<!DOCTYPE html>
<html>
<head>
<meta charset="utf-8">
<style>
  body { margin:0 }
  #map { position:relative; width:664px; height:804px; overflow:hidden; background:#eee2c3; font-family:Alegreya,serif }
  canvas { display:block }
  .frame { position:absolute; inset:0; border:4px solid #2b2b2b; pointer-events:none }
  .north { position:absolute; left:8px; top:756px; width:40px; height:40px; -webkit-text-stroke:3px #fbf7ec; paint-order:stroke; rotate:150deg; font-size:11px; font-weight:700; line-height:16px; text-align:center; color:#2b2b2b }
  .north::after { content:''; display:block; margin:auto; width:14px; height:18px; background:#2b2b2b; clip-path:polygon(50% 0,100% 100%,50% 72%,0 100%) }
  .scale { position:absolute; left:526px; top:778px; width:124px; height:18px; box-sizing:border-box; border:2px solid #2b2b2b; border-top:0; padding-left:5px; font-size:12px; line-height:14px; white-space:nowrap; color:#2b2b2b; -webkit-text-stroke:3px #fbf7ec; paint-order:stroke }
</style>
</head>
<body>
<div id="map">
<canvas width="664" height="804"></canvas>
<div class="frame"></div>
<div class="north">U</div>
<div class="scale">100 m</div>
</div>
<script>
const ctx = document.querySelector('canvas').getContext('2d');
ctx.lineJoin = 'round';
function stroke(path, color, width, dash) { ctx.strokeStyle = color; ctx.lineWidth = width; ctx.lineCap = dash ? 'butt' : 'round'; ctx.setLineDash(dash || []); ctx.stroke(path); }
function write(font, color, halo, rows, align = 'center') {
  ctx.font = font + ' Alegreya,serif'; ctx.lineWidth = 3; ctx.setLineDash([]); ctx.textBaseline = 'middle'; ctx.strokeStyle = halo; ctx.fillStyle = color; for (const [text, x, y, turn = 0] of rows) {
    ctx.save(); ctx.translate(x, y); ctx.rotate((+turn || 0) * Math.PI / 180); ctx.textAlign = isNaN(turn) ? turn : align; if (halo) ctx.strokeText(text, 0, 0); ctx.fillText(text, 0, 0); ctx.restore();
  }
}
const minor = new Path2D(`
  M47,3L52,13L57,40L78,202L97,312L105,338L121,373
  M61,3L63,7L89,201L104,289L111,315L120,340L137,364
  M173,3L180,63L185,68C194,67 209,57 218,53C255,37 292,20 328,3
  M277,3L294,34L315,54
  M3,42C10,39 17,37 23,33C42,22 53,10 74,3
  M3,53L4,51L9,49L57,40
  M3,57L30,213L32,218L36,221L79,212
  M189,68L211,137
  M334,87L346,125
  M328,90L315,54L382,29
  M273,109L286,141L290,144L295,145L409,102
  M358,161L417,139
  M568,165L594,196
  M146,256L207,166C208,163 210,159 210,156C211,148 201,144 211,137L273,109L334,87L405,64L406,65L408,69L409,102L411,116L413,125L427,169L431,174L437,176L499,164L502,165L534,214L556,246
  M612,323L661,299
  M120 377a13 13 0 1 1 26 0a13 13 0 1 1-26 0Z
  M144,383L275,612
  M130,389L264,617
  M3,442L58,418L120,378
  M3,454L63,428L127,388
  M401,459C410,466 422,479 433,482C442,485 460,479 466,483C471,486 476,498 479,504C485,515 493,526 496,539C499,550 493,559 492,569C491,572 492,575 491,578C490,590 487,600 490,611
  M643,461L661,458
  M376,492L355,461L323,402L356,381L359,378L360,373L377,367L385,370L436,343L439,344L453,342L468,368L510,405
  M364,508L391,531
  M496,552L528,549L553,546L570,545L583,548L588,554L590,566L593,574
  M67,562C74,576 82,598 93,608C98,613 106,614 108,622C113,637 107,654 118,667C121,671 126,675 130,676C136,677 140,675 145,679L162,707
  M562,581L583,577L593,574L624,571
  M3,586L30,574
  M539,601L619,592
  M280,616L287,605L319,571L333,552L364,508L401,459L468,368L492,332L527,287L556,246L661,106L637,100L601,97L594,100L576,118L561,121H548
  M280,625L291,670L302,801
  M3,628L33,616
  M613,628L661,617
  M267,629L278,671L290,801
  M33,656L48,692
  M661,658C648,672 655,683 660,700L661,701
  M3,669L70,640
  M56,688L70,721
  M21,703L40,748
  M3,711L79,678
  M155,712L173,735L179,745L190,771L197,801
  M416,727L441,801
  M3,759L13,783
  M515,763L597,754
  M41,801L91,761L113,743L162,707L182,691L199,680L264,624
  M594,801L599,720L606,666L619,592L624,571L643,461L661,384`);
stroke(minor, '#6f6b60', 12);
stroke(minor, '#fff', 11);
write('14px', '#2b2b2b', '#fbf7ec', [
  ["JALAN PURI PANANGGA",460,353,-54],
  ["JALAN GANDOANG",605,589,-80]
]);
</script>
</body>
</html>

...

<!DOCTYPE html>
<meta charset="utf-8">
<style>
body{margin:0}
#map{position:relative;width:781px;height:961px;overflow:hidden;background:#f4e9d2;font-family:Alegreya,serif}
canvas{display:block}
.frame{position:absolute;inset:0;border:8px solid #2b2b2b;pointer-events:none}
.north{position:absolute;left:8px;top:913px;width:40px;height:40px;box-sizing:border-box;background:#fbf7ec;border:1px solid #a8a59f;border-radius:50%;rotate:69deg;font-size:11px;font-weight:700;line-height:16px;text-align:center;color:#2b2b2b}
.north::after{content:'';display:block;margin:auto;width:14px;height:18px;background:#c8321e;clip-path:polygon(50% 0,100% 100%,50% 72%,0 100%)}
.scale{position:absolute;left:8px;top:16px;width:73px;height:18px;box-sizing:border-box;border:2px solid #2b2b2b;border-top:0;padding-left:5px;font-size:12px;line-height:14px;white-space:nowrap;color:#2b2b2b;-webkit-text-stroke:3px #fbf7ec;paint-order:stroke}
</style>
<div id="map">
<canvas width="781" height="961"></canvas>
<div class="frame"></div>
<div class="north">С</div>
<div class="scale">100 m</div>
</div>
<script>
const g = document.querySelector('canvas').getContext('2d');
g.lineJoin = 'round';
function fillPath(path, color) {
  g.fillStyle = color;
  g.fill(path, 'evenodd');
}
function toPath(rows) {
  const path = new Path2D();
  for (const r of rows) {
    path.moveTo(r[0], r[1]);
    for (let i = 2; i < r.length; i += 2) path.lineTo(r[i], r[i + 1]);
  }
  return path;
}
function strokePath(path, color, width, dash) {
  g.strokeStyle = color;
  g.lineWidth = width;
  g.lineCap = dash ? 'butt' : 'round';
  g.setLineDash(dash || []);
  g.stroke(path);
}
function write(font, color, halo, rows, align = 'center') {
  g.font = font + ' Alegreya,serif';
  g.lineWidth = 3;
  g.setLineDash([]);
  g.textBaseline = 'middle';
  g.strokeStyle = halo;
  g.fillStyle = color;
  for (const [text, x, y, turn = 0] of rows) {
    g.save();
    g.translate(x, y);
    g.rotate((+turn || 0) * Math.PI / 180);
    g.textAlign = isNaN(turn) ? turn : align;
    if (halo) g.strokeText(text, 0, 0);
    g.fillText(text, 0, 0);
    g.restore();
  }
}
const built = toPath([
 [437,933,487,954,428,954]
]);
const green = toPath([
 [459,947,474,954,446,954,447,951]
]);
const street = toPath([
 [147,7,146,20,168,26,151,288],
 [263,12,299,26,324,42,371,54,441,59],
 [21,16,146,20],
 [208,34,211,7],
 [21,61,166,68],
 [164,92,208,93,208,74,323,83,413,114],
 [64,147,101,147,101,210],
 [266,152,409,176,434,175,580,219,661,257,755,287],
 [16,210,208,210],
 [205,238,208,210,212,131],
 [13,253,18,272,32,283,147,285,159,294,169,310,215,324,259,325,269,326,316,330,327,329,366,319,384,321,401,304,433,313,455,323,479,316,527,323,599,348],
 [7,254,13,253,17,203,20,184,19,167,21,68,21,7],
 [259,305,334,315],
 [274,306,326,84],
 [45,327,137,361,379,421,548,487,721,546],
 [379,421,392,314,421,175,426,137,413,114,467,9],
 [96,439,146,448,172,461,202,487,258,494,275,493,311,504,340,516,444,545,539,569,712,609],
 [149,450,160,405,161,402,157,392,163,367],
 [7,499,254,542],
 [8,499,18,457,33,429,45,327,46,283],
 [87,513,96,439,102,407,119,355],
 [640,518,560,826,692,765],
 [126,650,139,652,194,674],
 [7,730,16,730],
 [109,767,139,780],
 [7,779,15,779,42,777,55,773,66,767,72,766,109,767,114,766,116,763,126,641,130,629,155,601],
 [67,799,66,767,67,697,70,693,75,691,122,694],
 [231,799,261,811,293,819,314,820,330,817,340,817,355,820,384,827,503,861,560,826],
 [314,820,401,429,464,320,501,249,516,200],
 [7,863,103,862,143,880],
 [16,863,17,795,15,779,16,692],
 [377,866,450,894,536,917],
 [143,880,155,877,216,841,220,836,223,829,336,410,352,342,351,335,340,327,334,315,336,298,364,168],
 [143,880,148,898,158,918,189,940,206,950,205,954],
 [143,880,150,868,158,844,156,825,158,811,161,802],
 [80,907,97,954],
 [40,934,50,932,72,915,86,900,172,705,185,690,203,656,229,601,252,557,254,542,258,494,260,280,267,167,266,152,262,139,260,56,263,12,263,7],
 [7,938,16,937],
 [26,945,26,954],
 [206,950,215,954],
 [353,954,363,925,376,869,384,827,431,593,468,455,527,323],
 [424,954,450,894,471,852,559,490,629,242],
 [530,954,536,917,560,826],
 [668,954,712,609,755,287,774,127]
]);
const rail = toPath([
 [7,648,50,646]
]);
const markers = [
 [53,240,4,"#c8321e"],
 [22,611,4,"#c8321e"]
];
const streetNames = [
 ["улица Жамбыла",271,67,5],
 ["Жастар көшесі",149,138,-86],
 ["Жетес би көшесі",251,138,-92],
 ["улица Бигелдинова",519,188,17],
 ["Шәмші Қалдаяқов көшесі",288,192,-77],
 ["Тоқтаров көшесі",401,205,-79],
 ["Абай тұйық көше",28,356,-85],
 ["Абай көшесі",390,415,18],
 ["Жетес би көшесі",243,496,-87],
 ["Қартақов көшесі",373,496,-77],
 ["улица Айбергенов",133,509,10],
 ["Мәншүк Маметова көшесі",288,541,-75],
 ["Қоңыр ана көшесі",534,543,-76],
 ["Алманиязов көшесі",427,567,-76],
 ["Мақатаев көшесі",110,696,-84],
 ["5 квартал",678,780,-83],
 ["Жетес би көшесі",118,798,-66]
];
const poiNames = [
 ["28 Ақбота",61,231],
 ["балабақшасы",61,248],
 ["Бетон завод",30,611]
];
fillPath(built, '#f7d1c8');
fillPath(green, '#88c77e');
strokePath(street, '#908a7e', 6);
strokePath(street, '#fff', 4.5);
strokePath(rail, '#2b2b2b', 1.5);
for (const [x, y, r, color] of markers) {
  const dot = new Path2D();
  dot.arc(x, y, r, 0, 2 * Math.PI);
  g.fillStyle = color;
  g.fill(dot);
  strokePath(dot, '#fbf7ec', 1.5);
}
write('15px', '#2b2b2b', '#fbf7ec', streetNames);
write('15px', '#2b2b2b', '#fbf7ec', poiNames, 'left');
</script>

> [Aim of the exercise]
Apply a filter for "textAlign" to the entries and show each line that passes.

> [Exercise output]
    ctx.save(); ctx.translate(x, y); ctx.rotate((+turn || 0) * Math.PI / 180); ctx.textAlign = isNaN(turn) ? turn : align; if (halo) ctx.strokeText(text, 0, 0); ctx.fillText(text, 0, 0); ctx.restore();
    g.textAlign = isNaN(turn) ? turn : align;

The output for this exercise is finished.